### What this task involves
Nothing but a number should be given: how many lines in the entries below include the string "they".

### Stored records
*** Begin section ***
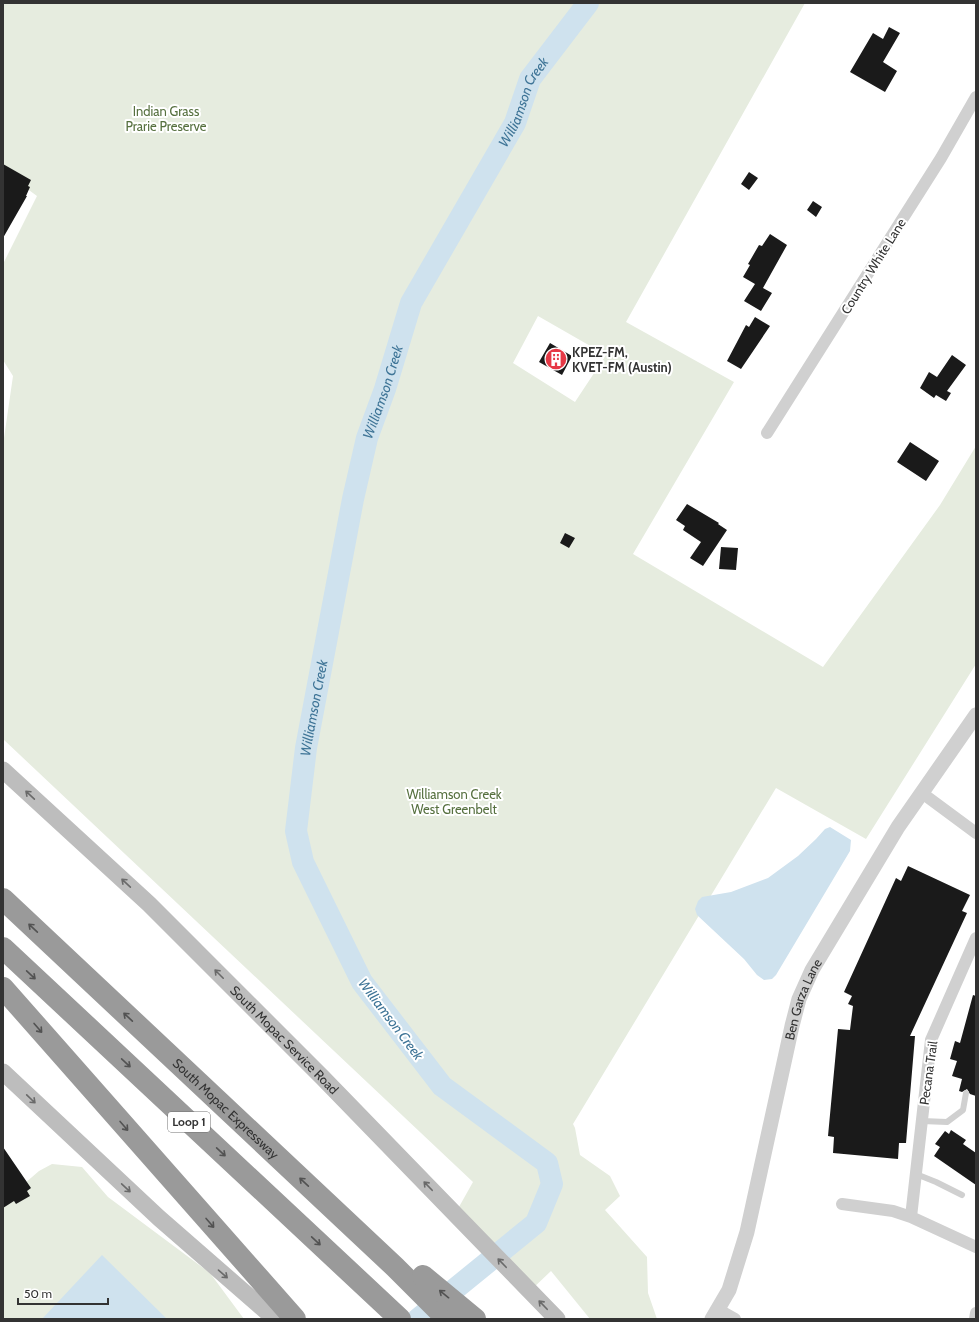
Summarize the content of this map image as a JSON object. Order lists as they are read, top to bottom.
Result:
{
  "streets": {
    "highway": ["South Mopac Expressway", "Loop 1"],
    "main road": ["South Mopac Service Road"],
    "street": ["Country White Lane", "Ben Garza Lane", "Pecana Trail"]
  },
  "one_way": ["South Mopac Service Road"],
  "water": ["Williamson Creek"],
  "parks": ["Indian Grass Prarie Preserve", "Williamson Creek West Greenbelt"],
  "places": {
    "building": ["KPEZ-FM, KVET-FM (Austin)"]
  },
  "scale_bar": "50 m"
}
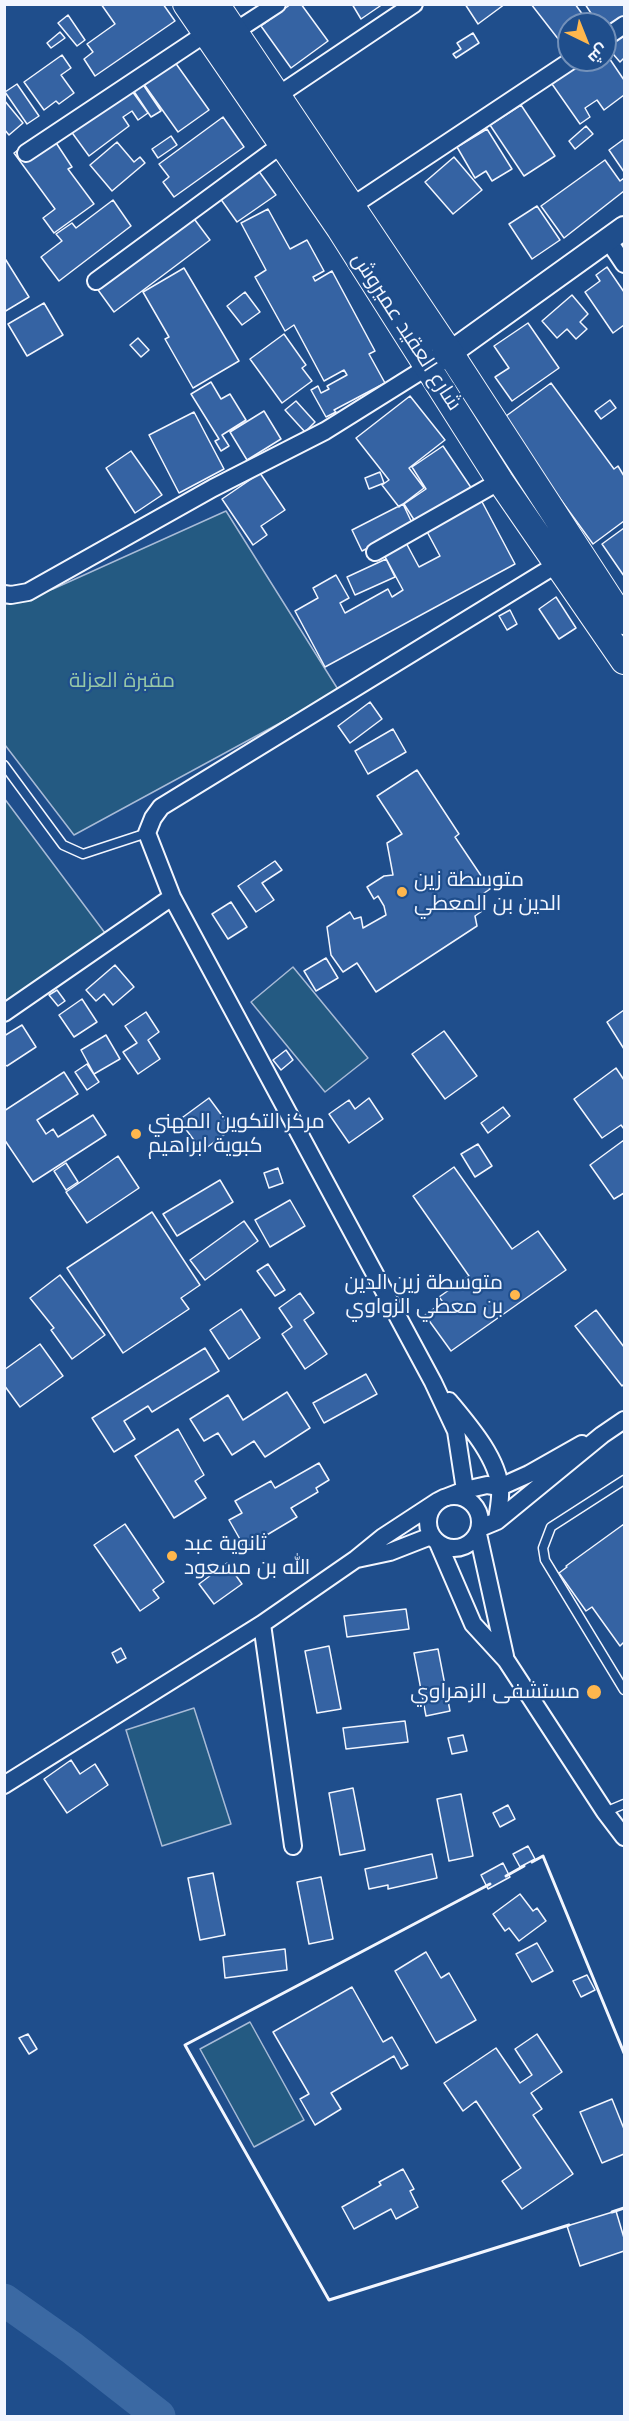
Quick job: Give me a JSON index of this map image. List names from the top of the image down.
{
  "streets": {
    "main road": ["شارع العقيد عميروش"]
  },
  "parks": ["مقبرة العزلة"],
  "places": [
    "متوسطة زين الدين بن المعطي",
    "مركز التكوين المهني كبوية ابراهيم",
    "متوسطة زين الدين بن معطي الزواوي",
    "ثانوية عبد الله بن مسعود",
    "مستشفى الزهراوي"
  ],
  "north": "bottom right"
}
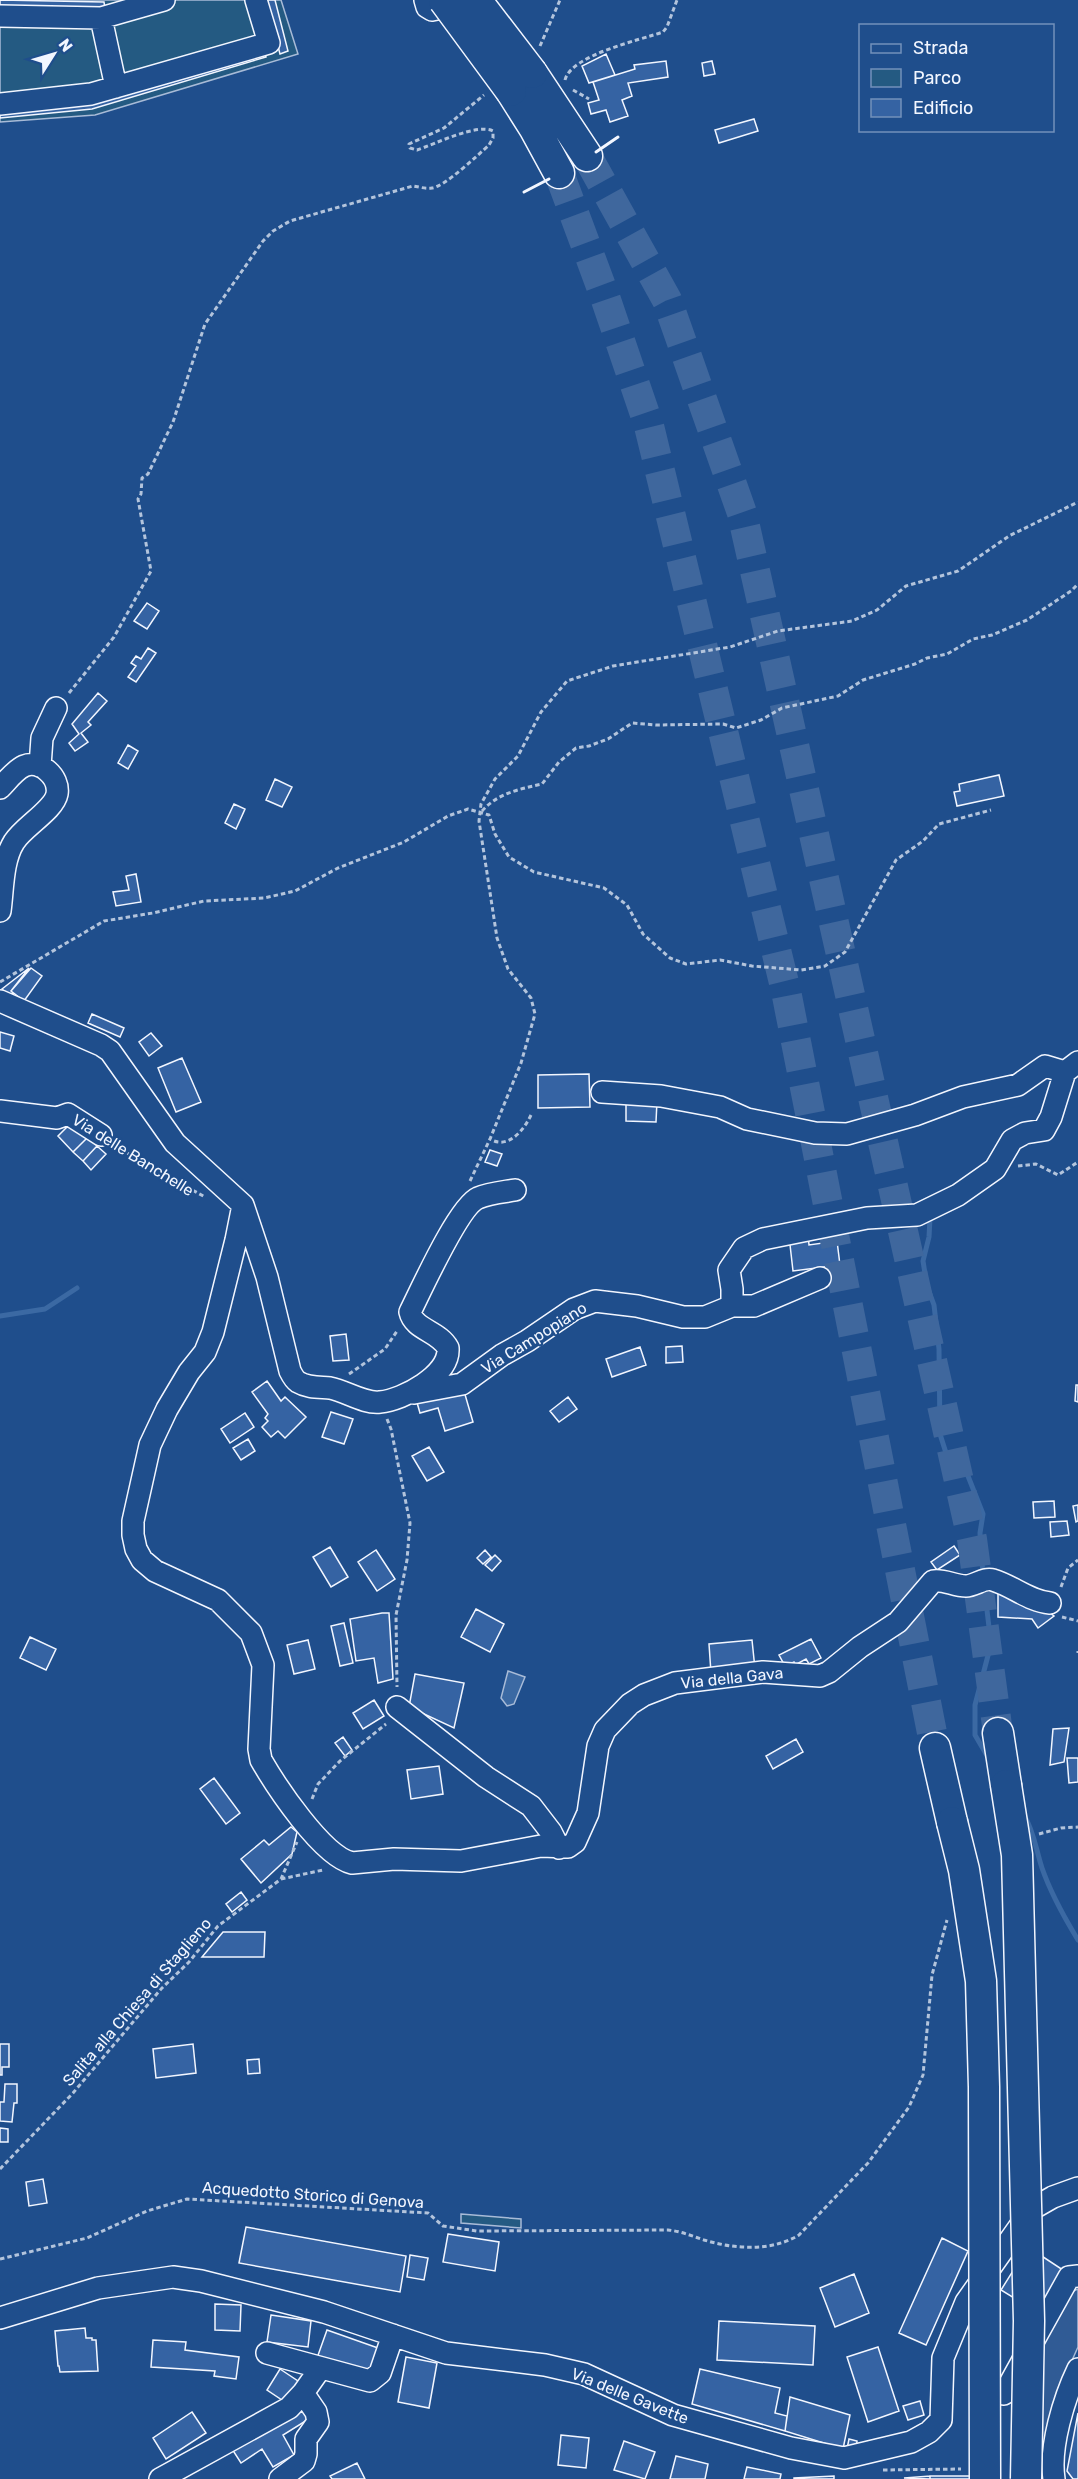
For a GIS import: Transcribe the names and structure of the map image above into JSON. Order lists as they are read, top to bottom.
*** End section ***
### Task solution
2